Son zamanlarda, bizim politikacıların da düsturu olan, bu söylemin kökleri ‘Tevrat’a dayanıyor. Yahudiler, yüzyıllardır, bu prensibi uygulamak sayesinde, zengin oldular; kimliklerini sürdürdüler; kapitalizmin gerçek ölçüde temellerini attılar.
Yahudi halkı, ta.. başından beri, yolculuk yapmak, takas etmek, iletişim kurmak, aktarmak, dolayısıyla ticaret yapmak zorundaydı. Zaten, ‘İbrani’ sözcüğü de, ‘takasçı’ anlamına geliyor.
Kitab-ı Mukaddes, “Sanıldığının aksine, kıtlık arzuyu değil, arzu kıtlığı doğurur” diyor. Bu ilk ekonomi- politik dersi sayılabilir.
Tanrıya hizmet için
Tanrı, İbrahim Peygamber’den zengin olmasını istemiştir. Nitekim, ‘Yaradılış (13,2)’, Hazreti İbrahim’in servetinin büyümesini gururla kaydeder. Bu zenginliği elde etmek için ise, hile dahil, neredeyse her yol mubahtır.
Tanrı, Hazreti İbrahim’in oğlunu kurban etmesini engelleyerek; ‘şiddet’in sadece insanın maddi zenginliğine uygulanmasını istemiştir. Para ise, her şeyden önce, ‘şiddet’ten kaçınmak için bir vasıtadır. Para, uzlaşma ve barış aracıdır. Alın size, kapitalizmin ikinci prensibini.
‘Yaradılış (26,13,14)’e göre, Hazreti İbrahim’in çocuğu İshak ve torunu Yakup da çok zengin olmuşlardır. Pek çok cariyeleri, hizmetkarları, sürüleri, develeri vardır. Tanrı, Yakup’un servetini kutsamış; hatta, kardeşi Esav’dan ekberiyet hakkını satın almasını sağlamıştır. Bu da hayatta her şeyin satılabileceğinin bir kanıtıdır. Kapitalizmin üçüncü prensibi.
Aşırı zenginleşme
Yahudiler, Mısır’dan çıkarken tüm zenginliklerini yanlarına almışlar; sonra da, Musa’nın Sina Dağı’na yola çıkması sırasında, bu zenginliklerle, şatafatlı bir ‘buzağı’ yaparak; ona tapmaya başlamışlardır. Tanrı’nın hizmetinde bir araç olması gereken para; bu noktada, bir puta dönüşmüştür.
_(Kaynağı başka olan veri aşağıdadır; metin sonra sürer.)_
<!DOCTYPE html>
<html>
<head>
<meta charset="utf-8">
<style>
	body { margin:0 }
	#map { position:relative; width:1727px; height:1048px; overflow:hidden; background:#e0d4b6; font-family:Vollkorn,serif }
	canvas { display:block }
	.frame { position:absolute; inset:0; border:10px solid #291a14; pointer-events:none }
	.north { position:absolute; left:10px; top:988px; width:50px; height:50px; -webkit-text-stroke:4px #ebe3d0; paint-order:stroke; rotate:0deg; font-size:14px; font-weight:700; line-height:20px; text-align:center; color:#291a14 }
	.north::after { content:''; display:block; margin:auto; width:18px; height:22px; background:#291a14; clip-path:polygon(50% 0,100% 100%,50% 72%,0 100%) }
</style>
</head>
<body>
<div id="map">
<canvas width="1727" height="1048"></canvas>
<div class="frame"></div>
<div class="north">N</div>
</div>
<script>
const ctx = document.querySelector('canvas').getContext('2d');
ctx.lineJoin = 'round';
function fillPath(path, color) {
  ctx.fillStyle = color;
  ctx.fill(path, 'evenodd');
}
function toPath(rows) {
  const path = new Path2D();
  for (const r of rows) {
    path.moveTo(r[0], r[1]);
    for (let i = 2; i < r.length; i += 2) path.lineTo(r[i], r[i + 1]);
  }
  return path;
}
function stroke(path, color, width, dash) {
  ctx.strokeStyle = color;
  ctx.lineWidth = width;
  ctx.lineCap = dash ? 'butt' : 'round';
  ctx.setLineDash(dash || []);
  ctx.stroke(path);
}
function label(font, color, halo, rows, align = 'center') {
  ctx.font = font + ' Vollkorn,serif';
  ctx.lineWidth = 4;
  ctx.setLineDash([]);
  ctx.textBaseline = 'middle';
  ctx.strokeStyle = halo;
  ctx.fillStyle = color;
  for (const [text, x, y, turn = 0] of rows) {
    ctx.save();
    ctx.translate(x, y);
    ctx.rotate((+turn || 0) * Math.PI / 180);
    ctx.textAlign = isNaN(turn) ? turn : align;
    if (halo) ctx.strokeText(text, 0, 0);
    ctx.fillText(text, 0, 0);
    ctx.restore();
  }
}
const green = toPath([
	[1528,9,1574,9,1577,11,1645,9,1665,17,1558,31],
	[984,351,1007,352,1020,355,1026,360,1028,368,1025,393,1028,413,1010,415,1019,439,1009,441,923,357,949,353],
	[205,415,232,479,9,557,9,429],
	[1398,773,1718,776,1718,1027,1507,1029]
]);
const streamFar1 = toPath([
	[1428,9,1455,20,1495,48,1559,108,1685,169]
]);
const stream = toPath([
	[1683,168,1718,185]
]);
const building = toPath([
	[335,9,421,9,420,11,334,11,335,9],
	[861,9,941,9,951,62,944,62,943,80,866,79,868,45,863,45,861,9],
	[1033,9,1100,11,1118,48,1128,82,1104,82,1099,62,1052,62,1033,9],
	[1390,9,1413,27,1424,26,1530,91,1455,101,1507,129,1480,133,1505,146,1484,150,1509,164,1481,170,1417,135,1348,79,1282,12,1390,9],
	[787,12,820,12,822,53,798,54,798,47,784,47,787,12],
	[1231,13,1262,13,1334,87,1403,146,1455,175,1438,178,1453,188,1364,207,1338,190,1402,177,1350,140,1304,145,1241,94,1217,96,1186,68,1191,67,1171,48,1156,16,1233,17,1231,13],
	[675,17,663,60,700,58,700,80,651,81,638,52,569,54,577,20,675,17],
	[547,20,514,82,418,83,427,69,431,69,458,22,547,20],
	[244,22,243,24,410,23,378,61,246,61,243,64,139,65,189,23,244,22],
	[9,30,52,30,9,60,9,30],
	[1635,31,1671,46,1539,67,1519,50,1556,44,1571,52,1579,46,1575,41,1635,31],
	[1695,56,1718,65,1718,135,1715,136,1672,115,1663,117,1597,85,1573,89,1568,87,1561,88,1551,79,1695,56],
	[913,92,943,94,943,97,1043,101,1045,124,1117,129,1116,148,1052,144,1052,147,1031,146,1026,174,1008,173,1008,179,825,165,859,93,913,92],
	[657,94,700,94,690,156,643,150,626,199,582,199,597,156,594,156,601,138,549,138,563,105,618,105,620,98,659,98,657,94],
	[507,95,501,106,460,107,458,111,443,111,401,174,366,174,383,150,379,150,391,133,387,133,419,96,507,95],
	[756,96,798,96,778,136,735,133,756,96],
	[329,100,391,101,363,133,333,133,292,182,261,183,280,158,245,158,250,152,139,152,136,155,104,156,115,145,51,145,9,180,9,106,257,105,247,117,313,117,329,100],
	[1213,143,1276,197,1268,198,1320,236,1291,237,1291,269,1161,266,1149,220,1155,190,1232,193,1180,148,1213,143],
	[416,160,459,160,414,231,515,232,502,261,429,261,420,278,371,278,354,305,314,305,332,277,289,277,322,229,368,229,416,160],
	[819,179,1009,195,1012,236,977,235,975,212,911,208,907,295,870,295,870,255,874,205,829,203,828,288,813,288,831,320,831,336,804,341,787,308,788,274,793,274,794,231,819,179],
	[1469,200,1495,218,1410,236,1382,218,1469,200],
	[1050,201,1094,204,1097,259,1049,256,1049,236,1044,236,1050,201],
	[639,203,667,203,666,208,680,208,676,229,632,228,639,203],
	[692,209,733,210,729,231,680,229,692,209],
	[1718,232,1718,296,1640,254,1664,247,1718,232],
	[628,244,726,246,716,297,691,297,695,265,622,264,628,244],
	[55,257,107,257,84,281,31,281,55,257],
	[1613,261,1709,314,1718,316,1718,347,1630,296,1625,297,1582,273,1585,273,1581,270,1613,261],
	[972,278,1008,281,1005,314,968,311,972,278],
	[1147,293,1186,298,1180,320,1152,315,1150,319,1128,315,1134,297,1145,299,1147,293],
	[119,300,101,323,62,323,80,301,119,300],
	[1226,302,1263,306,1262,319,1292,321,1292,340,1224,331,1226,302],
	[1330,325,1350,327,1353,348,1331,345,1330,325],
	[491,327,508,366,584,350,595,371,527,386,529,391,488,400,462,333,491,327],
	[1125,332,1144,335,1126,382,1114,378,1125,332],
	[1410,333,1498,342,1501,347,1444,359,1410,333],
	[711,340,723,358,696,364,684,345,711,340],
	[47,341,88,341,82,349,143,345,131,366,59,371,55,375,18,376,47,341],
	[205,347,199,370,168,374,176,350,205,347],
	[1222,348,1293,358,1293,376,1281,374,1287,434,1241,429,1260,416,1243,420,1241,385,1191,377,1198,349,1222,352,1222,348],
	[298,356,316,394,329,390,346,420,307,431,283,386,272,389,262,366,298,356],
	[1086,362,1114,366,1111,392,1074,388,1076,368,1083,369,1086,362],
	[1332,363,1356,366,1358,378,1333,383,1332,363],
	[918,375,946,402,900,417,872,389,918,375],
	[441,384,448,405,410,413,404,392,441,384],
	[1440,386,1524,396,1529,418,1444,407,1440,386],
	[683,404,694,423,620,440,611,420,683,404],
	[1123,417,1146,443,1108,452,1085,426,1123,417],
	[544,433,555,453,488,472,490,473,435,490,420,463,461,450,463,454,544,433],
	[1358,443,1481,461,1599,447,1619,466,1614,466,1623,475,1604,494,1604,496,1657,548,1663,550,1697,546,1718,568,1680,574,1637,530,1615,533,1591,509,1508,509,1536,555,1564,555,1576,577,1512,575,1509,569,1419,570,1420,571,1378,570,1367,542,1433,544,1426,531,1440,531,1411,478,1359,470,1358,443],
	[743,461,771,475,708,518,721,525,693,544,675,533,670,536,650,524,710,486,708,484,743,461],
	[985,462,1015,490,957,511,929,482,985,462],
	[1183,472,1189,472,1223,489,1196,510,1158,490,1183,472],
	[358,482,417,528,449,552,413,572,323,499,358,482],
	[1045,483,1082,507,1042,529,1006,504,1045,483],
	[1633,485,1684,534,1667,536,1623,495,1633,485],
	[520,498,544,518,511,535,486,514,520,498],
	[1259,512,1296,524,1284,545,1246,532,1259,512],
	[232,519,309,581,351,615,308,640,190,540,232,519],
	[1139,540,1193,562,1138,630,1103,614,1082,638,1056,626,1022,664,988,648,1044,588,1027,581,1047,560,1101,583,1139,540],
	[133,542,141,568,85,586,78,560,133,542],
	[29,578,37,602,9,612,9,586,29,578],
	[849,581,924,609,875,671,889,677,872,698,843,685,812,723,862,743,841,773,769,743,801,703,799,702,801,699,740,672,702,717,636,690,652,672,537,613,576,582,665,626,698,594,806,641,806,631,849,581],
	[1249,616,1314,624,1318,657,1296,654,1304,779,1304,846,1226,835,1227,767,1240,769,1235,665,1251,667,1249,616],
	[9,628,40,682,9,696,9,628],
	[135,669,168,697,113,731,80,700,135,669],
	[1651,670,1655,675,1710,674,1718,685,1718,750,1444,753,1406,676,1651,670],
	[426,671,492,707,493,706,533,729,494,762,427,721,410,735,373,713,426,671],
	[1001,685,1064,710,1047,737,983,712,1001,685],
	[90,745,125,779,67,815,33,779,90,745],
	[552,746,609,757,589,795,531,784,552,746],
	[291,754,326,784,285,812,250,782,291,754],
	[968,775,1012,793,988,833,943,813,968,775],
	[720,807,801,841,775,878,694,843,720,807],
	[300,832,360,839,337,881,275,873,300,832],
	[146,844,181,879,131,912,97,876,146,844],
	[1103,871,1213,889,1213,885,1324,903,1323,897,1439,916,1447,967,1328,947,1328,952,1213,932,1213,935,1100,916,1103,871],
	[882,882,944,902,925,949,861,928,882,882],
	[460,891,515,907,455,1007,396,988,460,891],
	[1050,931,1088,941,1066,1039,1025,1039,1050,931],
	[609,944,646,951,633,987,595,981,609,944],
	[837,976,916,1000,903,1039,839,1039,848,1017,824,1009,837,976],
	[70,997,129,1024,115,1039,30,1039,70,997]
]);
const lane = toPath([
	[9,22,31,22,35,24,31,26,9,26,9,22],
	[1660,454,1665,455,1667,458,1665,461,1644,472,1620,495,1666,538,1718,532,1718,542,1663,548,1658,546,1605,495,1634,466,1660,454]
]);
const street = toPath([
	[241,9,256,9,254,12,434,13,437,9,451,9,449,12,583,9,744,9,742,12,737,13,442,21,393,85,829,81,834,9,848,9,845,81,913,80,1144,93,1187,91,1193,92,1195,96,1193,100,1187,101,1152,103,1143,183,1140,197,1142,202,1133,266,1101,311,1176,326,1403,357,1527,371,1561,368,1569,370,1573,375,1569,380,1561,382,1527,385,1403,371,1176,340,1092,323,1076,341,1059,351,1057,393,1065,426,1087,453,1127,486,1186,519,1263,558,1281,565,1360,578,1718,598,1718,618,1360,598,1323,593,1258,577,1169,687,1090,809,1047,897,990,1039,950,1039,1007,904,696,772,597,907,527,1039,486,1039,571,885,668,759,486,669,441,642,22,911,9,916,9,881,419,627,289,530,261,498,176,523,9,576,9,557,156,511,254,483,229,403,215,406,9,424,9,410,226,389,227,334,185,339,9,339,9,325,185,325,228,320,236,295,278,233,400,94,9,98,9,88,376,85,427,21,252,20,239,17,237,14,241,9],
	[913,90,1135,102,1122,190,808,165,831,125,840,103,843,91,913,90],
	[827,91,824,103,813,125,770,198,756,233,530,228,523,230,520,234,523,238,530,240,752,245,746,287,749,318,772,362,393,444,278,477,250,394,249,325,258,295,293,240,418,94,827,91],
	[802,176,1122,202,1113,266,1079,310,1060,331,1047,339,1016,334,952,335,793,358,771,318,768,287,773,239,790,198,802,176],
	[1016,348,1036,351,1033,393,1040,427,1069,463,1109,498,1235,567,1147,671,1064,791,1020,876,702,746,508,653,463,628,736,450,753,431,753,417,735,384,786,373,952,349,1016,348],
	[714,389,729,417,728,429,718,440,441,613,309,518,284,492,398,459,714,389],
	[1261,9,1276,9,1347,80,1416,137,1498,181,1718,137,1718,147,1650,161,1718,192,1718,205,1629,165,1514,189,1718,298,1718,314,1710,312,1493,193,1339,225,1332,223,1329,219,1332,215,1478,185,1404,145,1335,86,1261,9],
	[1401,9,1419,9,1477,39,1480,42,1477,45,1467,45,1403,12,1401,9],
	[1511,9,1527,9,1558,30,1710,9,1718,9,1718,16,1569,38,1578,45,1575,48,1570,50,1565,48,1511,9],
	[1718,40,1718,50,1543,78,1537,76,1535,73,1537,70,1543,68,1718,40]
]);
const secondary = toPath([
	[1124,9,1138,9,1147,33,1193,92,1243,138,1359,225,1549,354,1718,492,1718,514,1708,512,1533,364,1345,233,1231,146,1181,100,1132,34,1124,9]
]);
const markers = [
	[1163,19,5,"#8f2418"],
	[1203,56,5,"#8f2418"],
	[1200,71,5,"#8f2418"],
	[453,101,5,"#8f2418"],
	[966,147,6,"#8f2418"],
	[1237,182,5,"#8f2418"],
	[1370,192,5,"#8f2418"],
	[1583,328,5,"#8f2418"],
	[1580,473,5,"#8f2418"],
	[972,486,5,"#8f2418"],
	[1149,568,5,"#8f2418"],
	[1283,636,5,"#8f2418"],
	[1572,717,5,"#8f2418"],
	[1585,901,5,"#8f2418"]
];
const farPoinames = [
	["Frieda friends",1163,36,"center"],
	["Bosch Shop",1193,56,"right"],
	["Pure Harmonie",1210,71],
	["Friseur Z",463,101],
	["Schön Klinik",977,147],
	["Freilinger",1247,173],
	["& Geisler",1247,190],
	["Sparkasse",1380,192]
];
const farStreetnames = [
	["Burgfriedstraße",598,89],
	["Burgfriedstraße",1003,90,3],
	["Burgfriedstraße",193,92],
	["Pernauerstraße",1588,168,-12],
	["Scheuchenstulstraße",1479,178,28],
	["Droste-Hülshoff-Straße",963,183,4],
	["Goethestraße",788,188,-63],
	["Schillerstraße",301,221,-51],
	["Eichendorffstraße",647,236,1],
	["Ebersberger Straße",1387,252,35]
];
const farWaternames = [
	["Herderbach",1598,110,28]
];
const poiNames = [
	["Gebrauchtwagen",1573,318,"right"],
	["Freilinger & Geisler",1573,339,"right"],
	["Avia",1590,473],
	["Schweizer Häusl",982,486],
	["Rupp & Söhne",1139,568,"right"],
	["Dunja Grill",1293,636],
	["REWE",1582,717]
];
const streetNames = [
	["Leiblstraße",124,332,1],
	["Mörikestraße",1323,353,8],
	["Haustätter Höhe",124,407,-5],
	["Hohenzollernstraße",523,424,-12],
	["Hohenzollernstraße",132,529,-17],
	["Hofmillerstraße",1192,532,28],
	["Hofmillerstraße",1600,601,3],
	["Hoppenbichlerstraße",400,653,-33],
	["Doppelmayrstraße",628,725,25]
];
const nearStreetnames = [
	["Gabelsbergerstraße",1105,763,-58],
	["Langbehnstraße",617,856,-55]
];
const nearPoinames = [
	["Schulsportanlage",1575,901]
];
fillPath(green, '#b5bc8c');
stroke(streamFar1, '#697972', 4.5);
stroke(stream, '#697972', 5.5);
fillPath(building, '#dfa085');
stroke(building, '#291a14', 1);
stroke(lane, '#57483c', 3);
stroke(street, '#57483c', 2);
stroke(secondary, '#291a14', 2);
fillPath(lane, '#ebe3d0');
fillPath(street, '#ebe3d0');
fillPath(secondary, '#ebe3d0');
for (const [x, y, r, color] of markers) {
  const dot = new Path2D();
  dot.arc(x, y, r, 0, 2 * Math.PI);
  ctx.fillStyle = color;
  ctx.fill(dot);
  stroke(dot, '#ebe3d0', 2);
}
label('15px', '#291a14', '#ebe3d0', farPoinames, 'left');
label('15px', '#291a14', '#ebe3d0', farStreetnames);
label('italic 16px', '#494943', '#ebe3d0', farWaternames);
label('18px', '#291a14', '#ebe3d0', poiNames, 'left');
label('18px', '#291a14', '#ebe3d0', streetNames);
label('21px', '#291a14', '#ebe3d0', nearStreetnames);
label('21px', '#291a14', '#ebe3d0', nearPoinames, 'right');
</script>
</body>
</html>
Para, tek başına bir amaç haline gelmiş; bir nevi ‘put’ halini almıştır. Dinimizdeki ‘zekat vermek’ prensibi, paranın bir bölümünün dağıtılarak; sosyal refahın sağlanmasını sağlamaktadır. Bu da, kapitalizmin dördüncü prensibidir.
Parayı seven doymaz
Para, mal ve aşkı, şiddete başvurmadan, medeni bir biçimde elde etmemizi sağlar. Tek şart, ‘para tutkusu’nu kontrol edebilmektir. Ancak, çoğu zaman, parayı seven paraya doymaz. Kapitalizmin bir prensibi daha: Arzu, arzuyu doğurur.
Para, bir bozuşmanın ve şiddet eyleminin sonlanmasını; iletişimin yeniden başlamasını gerektirir. Zaten, ahlaki yollarla para kazanmak isteyenin sulh ortamına ihtiyacı vardır. İşte, kapitalizmin altıncı prensibi.
Bizim politikacılar, Tanrı’ya daha fazla hizmet edebilmek için mi? Şiddeti yok etmek için mi? İnsanları daha rahat satın almak için mi? Sosyal refahı sağlamak için mi? Barış ortamı yaratabilmek için mi? Daha çok para sahibi olmak istiyorlar(!).